§ **Your task**
Pick out the lines below that contain the string "street" and copy them all.

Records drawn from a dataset
:::::
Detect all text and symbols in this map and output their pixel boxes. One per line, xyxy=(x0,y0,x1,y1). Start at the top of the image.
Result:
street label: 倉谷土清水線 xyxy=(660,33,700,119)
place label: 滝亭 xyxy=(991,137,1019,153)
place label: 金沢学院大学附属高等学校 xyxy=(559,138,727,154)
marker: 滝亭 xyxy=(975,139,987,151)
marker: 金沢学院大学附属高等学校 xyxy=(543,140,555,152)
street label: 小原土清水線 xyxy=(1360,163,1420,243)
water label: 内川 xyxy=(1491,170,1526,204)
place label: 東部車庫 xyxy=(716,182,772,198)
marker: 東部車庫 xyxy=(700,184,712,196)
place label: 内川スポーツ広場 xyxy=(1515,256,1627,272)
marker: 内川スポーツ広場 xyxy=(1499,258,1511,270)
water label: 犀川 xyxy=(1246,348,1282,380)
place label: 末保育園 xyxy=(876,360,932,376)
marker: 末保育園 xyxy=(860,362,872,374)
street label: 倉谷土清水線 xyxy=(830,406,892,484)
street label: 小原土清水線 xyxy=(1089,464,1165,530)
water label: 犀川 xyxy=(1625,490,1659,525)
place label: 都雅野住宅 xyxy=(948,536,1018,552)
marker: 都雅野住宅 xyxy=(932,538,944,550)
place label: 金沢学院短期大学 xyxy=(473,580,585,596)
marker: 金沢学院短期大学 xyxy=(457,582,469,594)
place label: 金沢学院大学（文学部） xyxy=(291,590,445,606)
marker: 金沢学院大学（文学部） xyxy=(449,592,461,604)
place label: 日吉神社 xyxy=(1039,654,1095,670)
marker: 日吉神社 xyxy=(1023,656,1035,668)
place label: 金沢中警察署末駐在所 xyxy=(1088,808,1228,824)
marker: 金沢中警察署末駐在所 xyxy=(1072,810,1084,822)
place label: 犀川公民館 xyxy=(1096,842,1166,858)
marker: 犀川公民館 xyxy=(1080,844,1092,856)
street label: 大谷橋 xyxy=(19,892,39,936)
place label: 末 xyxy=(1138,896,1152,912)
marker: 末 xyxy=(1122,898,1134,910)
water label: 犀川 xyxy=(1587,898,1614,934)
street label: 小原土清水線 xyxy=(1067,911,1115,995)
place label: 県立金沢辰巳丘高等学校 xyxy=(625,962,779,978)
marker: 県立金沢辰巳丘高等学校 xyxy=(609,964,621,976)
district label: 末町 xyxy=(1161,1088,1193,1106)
:::::
§ **Result of the exercise**
street label: 倉谷土清水線 xyxy=(660,33,700,119)
street label: 小原土清水線 xyxy=(1360,163,1420,243)
street label: 倉谷土清水線 xyxy=(830,406,892,484)
street label: 小原土清水線 xyxy=(1089,464,1165,530)
street label: 大谷橋 xyxy=(19,892,39,936)
street label: 小原土清水線 xyxy=(1067,911,1115,995)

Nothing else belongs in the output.